Al describir al Señor como un pastor, David escribió a partir de su propia experiencia, porque había pasado sus primeros años cuidando ovejas (1 Samuel 16:10, 11). Las ovejas dependen por completo del pastor en cuanto a provisión, guía y protección.
El Nuevo Testamento llama a Jesús el buen pastor (Juan 10:11), el gran pastor (Hebreos 13:20) y el Pastor principal o Príncipe de los pastores (1 Pedro 5:4). Así como el Señor es el buen pastor, nosotros somos sus ovejas: no animales asustadizos y pasivos, sino seguidores obedientes, lo bastante sabios como para seguir a quien nos guiará por los lugares y los caminos correctos.
El Salmo 23 no tiene como prioridad enseñarnos sobre las características de las ovejas, sino mejor enseñarnos sobre las cualidades de quienes somos discípulos del Pastor Jesús. Lea todo el Salmo y piense en cómo debemos ser los que somos ovejas de Jesús.
La promesa que se incluye en el Salmo es que cuando seguimos a nuestro Pastor, tendremos satisfacción.

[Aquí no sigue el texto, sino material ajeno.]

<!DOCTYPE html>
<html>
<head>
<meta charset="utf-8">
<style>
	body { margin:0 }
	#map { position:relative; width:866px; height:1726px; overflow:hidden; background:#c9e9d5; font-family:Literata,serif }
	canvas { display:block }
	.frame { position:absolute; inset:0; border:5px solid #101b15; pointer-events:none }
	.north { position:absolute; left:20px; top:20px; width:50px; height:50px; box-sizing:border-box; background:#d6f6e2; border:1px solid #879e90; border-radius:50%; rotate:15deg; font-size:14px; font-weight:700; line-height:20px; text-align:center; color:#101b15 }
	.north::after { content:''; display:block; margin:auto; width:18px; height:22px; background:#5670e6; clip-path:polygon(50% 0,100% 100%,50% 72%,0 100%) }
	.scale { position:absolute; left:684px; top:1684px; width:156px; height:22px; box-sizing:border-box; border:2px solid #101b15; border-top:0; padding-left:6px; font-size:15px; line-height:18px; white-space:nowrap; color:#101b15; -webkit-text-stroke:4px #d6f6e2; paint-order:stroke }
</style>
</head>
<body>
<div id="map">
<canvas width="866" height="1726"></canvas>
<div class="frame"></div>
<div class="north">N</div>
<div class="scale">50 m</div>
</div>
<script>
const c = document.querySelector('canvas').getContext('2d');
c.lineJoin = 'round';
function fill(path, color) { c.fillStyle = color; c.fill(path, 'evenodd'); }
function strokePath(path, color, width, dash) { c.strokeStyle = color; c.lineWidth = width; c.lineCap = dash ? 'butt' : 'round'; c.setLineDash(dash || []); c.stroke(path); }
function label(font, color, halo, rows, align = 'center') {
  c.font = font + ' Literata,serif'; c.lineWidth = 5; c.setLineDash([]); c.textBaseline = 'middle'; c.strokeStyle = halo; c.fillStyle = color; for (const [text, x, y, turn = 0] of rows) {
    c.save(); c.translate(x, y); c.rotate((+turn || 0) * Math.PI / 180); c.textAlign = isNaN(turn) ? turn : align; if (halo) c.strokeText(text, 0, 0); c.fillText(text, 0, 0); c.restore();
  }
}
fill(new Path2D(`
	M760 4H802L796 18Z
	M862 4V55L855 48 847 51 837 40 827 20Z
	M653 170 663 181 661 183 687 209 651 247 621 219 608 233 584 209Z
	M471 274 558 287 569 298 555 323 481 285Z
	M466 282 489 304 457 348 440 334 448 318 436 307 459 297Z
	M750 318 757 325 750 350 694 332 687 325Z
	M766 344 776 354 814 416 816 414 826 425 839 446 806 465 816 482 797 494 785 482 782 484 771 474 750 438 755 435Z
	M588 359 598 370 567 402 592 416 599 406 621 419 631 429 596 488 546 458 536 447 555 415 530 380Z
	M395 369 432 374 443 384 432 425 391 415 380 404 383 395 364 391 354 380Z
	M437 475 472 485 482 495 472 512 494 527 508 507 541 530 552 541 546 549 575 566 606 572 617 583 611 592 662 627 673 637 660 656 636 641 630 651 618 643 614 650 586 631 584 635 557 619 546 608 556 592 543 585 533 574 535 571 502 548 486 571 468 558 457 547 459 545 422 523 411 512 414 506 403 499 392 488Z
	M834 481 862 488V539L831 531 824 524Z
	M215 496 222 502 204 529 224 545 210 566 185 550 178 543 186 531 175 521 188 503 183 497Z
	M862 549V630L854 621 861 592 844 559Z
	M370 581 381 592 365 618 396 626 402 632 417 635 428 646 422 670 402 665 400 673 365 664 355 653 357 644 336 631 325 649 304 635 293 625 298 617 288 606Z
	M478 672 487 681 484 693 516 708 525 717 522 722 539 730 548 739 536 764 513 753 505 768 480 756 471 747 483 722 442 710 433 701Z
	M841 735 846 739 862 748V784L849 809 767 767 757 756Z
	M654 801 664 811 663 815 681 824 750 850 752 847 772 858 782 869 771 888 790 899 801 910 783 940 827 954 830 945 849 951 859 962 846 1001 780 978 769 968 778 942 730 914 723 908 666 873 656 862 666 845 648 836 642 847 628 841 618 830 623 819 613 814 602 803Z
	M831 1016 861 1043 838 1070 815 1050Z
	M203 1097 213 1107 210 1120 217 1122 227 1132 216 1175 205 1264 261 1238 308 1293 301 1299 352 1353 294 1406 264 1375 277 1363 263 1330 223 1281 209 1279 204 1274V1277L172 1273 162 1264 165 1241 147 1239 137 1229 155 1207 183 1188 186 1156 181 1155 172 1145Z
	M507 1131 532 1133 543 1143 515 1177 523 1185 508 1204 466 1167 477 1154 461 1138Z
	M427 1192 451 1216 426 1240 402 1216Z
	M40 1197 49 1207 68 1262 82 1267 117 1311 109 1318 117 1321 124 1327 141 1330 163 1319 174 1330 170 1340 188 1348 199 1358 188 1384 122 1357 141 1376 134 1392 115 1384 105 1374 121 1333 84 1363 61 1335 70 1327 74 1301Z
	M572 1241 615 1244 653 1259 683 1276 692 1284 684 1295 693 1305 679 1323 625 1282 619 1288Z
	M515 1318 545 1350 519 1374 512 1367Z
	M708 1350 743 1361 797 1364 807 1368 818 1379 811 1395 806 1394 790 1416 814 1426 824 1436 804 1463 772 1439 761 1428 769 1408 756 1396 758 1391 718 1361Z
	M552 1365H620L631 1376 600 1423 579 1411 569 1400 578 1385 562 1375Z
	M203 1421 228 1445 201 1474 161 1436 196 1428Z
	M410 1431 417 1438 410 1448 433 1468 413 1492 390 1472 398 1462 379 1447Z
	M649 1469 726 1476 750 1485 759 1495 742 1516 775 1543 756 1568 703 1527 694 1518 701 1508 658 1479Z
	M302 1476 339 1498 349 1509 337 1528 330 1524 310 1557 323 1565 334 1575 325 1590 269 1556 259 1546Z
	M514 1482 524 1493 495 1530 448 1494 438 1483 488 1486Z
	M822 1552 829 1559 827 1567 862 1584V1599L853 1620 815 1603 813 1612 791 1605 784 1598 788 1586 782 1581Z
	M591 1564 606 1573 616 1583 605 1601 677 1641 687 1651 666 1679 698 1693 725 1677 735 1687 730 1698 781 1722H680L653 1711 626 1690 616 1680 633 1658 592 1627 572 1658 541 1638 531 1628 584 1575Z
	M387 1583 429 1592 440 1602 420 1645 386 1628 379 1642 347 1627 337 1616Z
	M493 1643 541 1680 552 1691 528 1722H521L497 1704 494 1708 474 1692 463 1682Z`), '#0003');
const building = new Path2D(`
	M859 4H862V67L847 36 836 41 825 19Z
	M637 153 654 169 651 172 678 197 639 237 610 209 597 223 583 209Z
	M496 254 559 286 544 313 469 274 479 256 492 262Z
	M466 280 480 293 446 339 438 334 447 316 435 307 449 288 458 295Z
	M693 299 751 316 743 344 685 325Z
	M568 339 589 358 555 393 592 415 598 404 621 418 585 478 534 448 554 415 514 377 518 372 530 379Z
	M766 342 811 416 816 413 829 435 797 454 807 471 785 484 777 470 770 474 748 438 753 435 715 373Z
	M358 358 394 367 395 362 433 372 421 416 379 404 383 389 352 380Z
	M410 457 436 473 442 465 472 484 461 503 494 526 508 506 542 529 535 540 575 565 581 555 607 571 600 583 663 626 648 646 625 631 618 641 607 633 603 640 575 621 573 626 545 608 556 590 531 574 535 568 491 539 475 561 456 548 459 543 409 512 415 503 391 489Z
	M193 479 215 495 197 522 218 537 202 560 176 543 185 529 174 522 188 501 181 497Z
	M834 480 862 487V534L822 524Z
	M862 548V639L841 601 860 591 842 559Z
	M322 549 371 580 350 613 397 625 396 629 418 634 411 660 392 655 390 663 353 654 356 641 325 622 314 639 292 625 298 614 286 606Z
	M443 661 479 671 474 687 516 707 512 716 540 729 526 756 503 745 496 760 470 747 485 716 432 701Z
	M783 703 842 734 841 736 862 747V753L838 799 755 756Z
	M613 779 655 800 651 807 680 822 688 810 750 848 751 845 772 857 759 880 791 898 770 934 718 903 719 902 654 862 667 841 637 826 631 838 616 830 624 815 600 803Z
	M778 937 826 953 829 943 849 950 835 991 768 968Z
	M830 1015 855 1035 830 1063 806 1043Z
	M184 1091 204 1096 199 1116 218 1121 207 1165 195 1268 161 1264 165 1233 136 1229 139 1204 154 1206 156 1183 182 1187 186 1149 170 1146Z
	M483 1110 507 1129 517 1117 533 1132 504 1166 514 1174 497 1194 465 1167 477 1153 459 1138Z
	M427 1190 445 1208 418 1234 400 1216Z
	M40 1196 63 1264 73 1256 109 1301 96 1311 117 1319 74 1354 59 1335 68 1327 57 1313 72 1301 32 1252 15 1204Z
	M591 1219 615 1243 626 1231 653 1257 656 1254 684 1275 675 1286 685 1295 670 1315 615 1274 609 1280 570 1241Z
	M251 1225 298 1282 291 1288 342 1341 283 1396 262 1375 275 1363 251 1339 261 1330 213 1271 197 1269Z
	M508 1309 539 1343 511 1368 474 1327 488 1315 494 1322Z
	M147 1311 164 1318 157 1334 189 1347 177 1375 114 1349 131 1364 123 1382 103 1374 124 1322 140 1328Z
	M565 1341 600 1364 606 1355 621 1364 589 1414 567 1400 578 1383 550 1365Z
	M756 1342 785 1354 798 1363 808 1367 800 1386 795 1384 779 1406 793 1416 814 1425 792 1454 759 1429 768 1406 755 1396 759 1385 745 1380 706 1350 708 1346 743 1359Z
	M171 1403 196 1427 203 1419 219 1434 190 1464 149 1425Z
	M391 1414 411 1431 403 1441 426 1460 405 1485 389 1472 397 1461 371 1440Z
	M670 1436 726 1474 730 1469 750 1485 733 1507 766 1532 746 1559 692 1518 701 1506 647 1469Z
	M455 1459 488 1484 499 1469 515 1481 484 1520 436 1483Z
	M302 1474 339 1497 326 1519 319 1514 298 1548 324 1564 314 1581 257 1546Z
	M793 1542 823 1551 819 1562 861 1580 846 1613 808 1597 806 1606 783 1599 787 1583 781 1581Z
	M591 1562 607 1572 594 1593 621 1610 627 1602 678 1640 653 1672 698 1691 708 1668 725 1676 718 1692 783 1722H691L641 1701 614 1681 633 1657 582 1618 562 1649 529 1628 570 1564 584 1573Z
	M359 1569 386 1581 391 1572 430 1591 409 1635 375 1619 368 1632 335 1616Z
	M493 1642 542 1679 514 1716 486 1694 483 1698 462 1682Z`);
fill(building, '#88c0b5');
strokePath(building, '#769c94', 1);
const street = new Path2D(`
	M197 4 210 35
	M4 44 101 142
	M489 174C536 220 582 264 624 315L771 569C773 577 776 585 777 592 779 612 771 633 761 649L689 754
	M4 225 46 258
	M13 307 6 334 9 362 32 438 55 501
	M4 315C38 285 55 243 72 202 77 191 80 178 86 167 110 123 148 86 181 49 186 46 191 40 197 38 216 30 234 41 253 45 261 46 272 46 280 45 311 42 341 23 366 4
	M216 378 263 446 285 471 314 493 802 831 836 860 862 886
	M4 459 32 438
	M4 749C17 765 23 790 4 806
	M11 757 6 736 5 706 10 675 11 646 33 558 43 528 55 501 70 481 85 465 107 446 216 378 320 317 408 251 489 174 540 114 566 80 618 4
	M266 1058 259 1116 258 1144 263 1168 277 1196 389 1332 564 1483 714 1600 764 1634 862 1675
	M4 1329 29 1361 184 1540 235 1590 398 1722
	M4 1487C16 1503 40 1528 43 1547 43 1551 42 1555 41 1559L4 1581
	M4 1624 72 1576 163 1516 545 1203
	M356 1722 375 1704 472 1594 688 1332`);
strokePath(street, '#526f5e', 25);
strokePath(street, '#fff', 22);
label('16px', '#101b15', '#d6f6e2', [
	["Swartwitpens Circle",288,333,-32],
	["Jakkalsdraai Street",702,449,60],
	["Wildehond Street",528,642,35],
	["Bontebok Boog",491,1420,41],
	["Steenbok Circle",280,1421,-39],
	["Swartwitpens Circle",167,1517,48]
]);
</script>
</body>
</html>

En cambio, cuando elegimos pecar y seguir nuestro propio camino, no podemos culpar a Dios por el entorno que creamos para nosotros mismos.
Nuestro Buen Pastor conoce los «pastos verdes» y las «aguas tranquilas». Sólo llegaremos a esos lugares siguiéndole obedientemente. Rebelarse contra la guía del Pastor es caminar en dirección al fracaso. Tomar decisiones sin la dirección del Buen Pastor es necedad.